Thread: Preallocation changes in Postgresql 16

Preallocation changes in Postgresql 16

From
Riku Iki
Date:

Hi,

We have PostgreSQL server, which currently runs PostgreSQL 15 on compressed btrfs.

I tried to migrate DB to PostgreSQL 16, and found that data is not being compressed for PostgreSQL 16 server. One of the possible reason why btrfs won't compress data is data preallocation.

When running "compsize" tool, I indeed see that PostgreSQL preallocating data and it is not compressed (there is separate "preallocated" entry in output).

I am wondering if there were preallocation related changes in PG16, and if it is possible to disable preallocation in PostgreSQL 16?

I posted this on StackExchange, and someone pointed on this commit as possible reason of such behavior.

Long discussion on lore.kernel.org about exactly this issue.

Re: Preallocation changes in Postgresql 16

From
Thomas Munro
Date:
On Fri, Apr 26, 2024 at 4:37 AM Riku Iki <riku.iki.x@gmail.com> wrote:
> I am wondering if there were preallocation related changes in PG16, and if it is possible to disable preallocation in
PostgreSQL16? 

I have no opinion on the btrfs details, but I was wondering if someone
might show up with a system that doesn't like that change.  Here is a
magic 8, tuned on "some filesystems":

        /*
         * If available and useful, use posix_fallocate() (via
         * FileFallocate()) to extend the relation. That's often more
         * efficient than using write(), as it commonly won't cause the kernel
         * to allocate page cache space for the extended pages.
         *
         * However, we don't use FileFallocate() for small extensions, as it
         * defeats delayed allocation on some filesystems. Not clear where
         * that decision should be made though? For now just use a cutoff of
         * 8, anything between 4 and 8 worked OK in some local testing.
         */
        if (numblocks > 8)

I wonder if it wants to be a GUC.



Re: Preallocation changes in Postgresql 16

From
Riku Iki
Date:
Thank you, I have such a system. I think my task would be to compile PG from sources(need to learn this), and see how it works with and without that code block.

On Thu, Apr 25, 2024 at 2:25 PM Thomas Munro <thomas.munro@gmail.com> wrote:
On Fri, Apr 26, 2024 at 4:37 AM Riku Iki <riku.iki.x@gmail.com> wrote:
> I am wondering if there were preallocation related changes in PG16, and if it is possible to disable preallocation in PostgreSQL 16?

I have no opinion on the btrfs details, but I was wondering if someone
might show up with a system that doesn't like that change.  Here is a
magic 8, tuned on "some filesystems":

        /*
         * If available and useful, use posix_fallocate() (via
         * FileFallocate()) to extend the relation.
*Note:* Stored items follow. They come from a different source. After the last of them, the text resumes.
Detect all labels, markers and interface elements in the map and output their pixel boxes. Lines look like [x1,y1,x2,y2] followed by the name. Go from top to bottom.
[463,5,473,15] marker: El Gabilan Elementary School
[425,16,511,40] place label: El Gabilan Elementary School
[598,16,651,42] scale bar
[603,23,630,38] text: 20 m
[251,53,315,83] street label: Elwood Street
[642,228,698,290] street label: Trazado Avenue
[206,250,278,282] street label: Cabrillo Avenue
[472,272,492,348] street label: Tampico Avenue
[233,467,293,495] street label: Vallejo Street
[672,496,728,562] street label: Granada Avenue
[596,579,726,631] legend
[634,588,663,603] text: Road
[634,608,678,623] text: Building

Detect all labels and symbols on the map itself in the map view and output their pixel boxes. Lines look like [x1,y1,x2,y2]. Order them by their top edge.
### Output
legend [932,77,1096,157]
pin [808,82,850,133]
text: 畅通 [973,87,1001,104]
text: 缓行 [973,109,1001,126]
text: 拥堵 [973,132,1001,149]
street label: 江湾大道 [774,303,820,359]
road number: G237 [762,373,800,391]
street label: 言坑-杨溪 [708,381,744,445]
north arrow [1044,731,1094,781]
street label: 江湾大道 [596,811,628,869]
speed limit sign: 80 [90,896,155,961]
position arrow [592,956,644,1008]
That's often more
         * efficient than using write(), as it commonly won't cause the kernel
         * to allocate page cache space for the extended pages.
         *
         * However, we don't use FileFallocate() for small extensions, as it
         * defeats delayed allocation on some filesystems. Not clear where
         * that decision should be made though? For now just use a cutoff of
         * 8, anything between 4 and 8 worked OK in some local testing.
         */
        if (numblocks > 8)

I wonder if it wants to be a GUC.

Re: Preallocation changes in Postgresql 16

From
Riku Iki
Date:
I did the testing and confirmed that this was the issue.

I run following query:

 create table t as select '1234567890' from generate_series(1, 1000000000);

I commented if (numblocks > 8) codeblock, and see the following results from "compsize /dbdir/" command.


Before my changes:

Processed 1381 files, 90007 regular extents (90010 refs), 15 inline.
Type       Perc     Disk Usage   Uncompressed Referenced  
TOTAL       97%       41G          42G          42G      
none       100%       41G          41G          41G      
zstd        14%      157M         1.0G         1.0G      
prealloc   100%       16M          16M          16M



After the changes:

Processed 1381 files, 347328 regular extents (347331 refs), 15 inline.
Type       Perc     Disk Usage   Uncompressed Referenced  
TOTAL        3%      1.4G          42G          42G      
none       100%       80K          80K          80K      
zstd         3%      1.4G          42G          42G

It is clearly visible that files created with fallocate are not compressed, and disk usage is much larger.
I am wondering if there is a way to have some feature request to have this parameter user configurable..  

On Fri, Apr 26, 2024 at 4:15 PM Riku Iki <riku.iki.x@gmail.com> wrote:
Thank you, I have such a system. I think my task would be to compile PG from sources(need to learn this), and see how it works with and without that code block.

On Thu, Apr 25, 2024 at 2:25 PM Thomas Munro <thomas.munro@gmail.com> wrote:
On Fri, Apr 26, 2024 at 4:37 AM Riku Iki <riku.iki.x@gmail.com> wrote:
> I am wondering if there were preallocation related changes in PG16, and if it is possible to disable preallocation in PostgreSQL 16?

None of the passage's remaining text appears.